Unable to Launch the Security Manager Server
Problem When you try to launch Security Manager, you receive a message that indicates you do not have permission to access /cwhp/LiaisonServlet on the Security Manager server.
Solution Table 1-1 describes common causes and suggested workarounds for this problem.
Table 1-1 Causes and Workarounds for LiaisonServlet Error
Anti-virus application installed on server
Uninstall the anti-virus application.
IIS installed on server
As stated in the Installation Guide for Cisco Security Manager, IIS is not compatible with Security Manager and must be uninstalled.

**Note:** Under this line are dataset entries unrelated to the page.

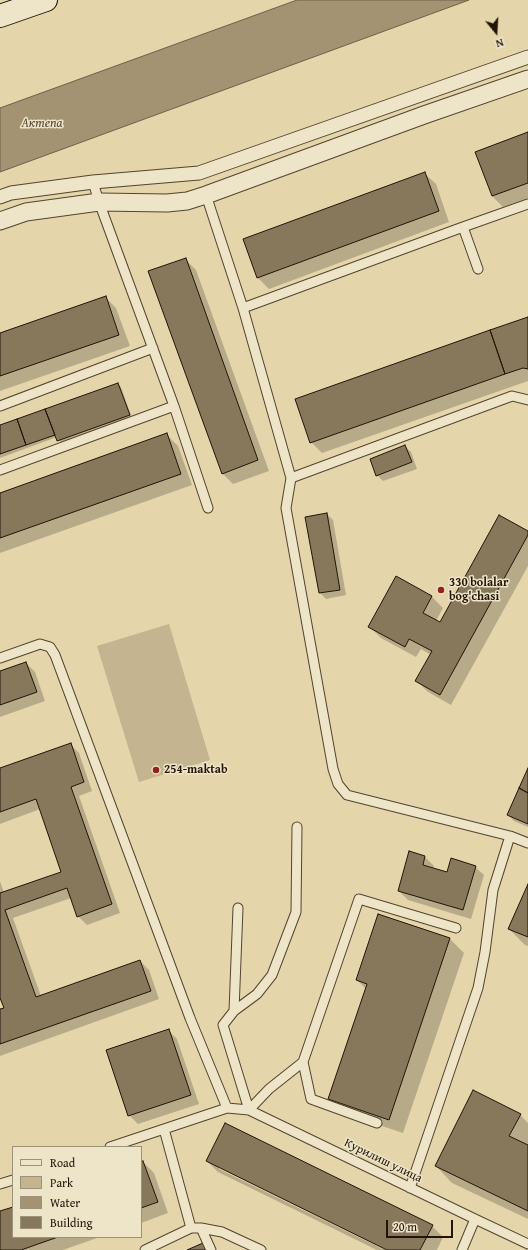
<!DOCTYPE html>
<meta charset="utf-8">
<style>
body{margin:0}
#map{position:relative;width:528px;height:1250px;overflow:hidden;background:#e5d5ab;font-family:"Gentium Book Plus",serif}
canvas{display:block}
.legend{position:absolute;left:12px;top:1146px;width:130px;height:92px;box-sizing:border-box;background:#eee4c8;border:1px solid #9c917a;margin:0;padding:5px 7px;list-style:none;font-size:12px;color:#221406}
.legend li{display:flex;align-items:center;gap:8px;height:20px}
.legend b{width:20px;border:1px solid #9c917a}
.north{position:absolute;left:476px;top:12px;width:40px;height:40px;-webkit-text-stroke:3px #eee4c8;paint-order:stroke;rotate:162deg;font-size:11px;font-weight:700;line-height:16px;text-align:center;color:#221406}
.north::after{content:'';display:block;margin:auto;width:14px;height:18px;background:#221406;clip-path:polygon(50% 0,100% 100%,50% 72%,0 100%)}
.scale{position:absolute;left:386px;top:1220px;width:67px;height:18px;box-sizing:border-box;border:2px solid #221406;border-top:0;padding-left:5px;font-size:12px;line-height:14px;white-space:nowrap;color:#221406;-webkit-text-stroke:3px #eee4c8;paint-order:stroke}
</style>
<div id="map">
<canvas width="528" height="1250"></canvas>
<ul class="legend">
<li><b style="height:5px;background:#eee4c8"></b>Road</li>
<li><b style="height:11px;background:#c4b48f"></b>Park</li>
<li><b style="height:11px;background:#a39373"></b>Water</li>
<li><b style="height:11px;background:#87785c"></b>Building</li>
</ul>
<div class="north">N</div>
<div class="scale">20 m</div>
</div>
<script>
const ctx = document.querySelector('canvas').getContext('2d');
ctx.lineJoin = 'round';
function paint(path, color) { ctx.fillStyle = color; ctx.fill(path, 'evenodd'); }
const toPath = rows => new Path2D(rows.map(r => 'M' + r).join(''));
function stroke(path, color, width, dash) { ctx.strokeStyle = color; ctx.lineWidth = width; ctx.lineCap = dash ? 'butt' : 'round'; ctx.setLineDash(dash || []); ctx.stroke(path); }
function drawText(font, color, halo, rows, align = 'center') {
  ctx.font = font + ' "Gentium Book Plus",serif'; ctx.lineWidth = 3; ctx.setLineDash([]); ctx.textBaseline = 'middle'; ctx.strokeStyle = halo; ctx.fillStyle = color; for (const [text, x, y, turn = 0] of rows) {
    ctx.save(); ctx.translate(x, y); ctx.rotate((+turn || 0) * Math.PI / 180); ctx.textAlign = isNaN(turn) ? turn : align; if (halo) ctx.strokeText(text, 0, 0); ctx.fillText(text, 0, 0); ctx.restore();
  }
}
paint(toPath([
 [169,624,210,760,139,782,97,646]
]), '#c4b48f');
const water = toPath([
 [297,0,469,0,0,172,0,108,297,0]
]);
paint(water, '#a39373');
stroke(water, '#6f6047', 1);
paint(toPath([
 [528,133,528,198,503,207,492,196],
 [424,173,436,184,449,222,269,289,258,278],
 [185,259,196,270,269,471,233,484,222,473],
 [105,297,116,308,130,346,0,391,0,334],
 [528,318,528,381,322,453,311,442],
 [118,384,121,387,132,418,61,443,57,437,0,458,0,426],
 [167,435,178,446,192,485,0,553,0,494],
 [405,446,411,452,417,469,383,481,377,475],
 [327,514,333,520,346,595,326,599,320,593,307,518],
 [528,532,528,566,451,705,428,692,417,681,431,655,421,649,416,657,381,638,370,627,397,577,432,597,443,608,436,621,441,623],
 [26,663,35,672,45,701,0,717,0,672],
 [70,744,79,753,92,791,79,796,120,913,87,925,78,916,71,898,13,918,41,996,140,961,149,970,159,999,0,1056,0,1011,5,1009,0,995,0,881,4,893,62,872,40,809,0,824,0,769],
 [528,770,528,827,514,821,508,815],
 [425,857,434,866,433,869,447,873,475,867,484,875,471,919,408,900,399,891],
 [528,886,528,946,525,945,509,929],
 [450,939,464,953,403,1133,343,1113,329,1099,366,989,357,980],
 [168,1030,177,1039,199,1104,138,1124,129,1115],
 [520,1115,528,1123,528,1219,452,1183,436,1166],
 [207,1161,432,1226,443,1237,437,1250,389,1250,219,1167,219,1169,385,1250,377,1250,218,1172],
 [143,1162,154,1173,168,1213,141,1223,141,1163],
 [13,1208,13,1237,100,1237,63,1250,0,1250,0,1212]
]), '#0003');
const building = toPath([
 [528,132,528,183,492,196,475,152,528,132],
 [425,172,439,211,257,278,243,239,425,172],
 [186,258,258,460,222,474,148,271,186,258],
 [106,296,119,335,0,376,0,333,106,296],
 [528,317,528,369,523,368,505,374,490,330,528,317],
 [490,330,505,374,310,443,295,399,490,330],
 [118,383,130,415,57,441,45,409,118,383],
 [45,409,55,435,26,445,17,419,45,409],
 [17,419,26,445,0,454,0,425,17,419],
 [167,433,181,474,0,538,0,493,167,433],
 [405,445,412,462,376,476,370,459,405,445],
 [327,513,340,590,319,593,305,517,327,513],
 [499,515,528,531,528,535,440,695,415,681,432,651,409,639,405,647,368,627,396,576,432,596,423,613,440,622,499,515],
 [26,662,37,692,0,705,0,671,26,662],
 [71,743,84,782,71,787,112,904,77,917,67,888,5,910,36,997,140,960,151,991,0,1044,0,1009,4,1008,0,998,0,893,61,872,36,799,0,812,0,768,71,743],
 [528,768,528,793,519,788,528,768],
 [519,788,528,793,528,824,507,815,519,788],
 [409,851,425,856,423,865,447,872,451,858,476,866,463,910,398,891,409,851],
 [528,884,528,937,508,929,528,884],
 [378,914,450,938,389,1120,328,1099,367,984,356,980,378,914],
 [169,1029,191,1095,128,1116,106,1050,169,1029],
 [473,1090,521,1114,509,1136,528,1145,528,1211,435,1166,473,1090],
 [225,1123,433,1225,420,1250,387,1250,206,1161,225,1123],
 [143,1161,158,1202,141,1208,141,1162,143,1161],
 [13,1207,13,1237,58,1237,21,1250,0,1250,0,1211,13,1207],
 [203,1243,206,1250,187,1250,203,1243]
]);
paint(building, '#87785c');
stroke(building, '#221406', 1);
const service = toPath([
 [93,182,99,202,174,406,208,508],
 [206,195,243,308,291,478,286,508,333,769,338,784,347,795,510,836,528,843],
 [463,227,478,269],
 [243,308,463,227,528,204],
 [0,406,153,348],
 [0,470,174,406],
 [291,478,512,396,528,400],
 [0,658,40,644,50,647,55,655,190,1018,227,1108],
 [297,827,296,912,272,975,257,994,234,1011,223,1025,249,1110,269,1089,303,1062,359,899,456,928],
 [234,1011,238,908],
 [303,1062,311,1099,377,1123],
 [164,1129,191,1228],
 [110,1147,227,1108,249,1110,475,1219,528,1244],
 [0,1184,13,1180],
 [410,1188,478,988,485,952,493,890,510,836],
 [201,1228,211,1250],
 [145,1250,191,1228,201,1228,222,1232,261,1250],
 [462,1250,475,1219]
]);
const pedestrian = toPath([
 [0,197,11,193,93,182,199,173,528,57]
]);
const minor = toPath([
 [0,221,26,212,99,202,167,203,187,201,206,195,424,115,528,79]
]);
const secondary = toPath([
 [0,16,46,0]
]);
stroke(service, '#53442f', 11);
stroke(pedestrian, '#53442f', 15);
stroke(minor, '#53442f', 19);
stroke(secondary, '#221406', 24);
stroke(service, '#eee4c8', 9);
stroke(pedestrian, '#eee4c8', 13);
stroke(minor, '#eee4c8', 17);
stroke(secondary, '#eee4c8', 22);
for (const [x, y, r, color] of [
 [441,590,4,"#8f2418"],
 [156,770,4,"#8f2418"]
]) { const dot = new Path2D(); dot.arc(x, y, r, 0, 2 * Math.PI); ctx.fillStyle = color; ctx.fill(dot); stroke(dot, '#eee4c8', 1.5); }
drawText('bold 12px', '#221406', '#eee4c8', [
 ["330 bolalar",449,583],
 ["bog'chasi",449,597],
 ["254-maktab",164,770]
], 'left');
drawText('12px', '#221406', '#eee4c8', [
 ["Курилиш улица",383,1161,26]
]);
drawText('italic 13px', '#564732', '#eee4c8', [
 ["Актепа",42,124]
]);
</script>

Services required by Security Manager do not start in proper order
The only service that should be set to Automatic is the Cisco Security Manager Daemon Manager. All other CiscoWorks services should be set to Manual. Please note that it may take the Daemon Manager a few minutes to start up the other Ciscoworks services. These services must start up in the proper order; manually starting up the services can cause errors.
The casuser login is equivalent to a Windows administrator and provides access to all Common Services and Security Manager tasks. Reset the casuser password as follows:
1. Open a command line.
C:\Program Files\CSCOpx\setup\support\resetCasuser.exe, then press Enter.
3. Choose option 1 (Randomly generate casuser password).
Restricting Access to the Security Manager Server
Problem You want to restrict access to the Security Manager server to a defined number of hosts based on the client IP address.
Solution Assuming that Security Manager is configured as part of a NOC (network operations center), you can configure ACLs on the firewall or router that acts as the perimeter device between the NOC and the other hosts. The ACLs should permit access to the Security Manager server over ports 443 and 1741 to specific IP addresses only. If Security Manager is managing the perimeter device, you can define these ACLs in an Access Rules policy and deploy the policy to the device.
Installation, Uninstallation, or Reinstallation
See the “Troubleshooting” chapter in the installation guide for Cisco Security Manager for your release. for information about troubleshooting problems that are related to the installation, uninstallation, or reinstallation of:
- Security Manager (including Common Services) software on a server.
- Security Manager Client.
- The standalone version of Cisco Security Agent that is installed on most Security Manager servers.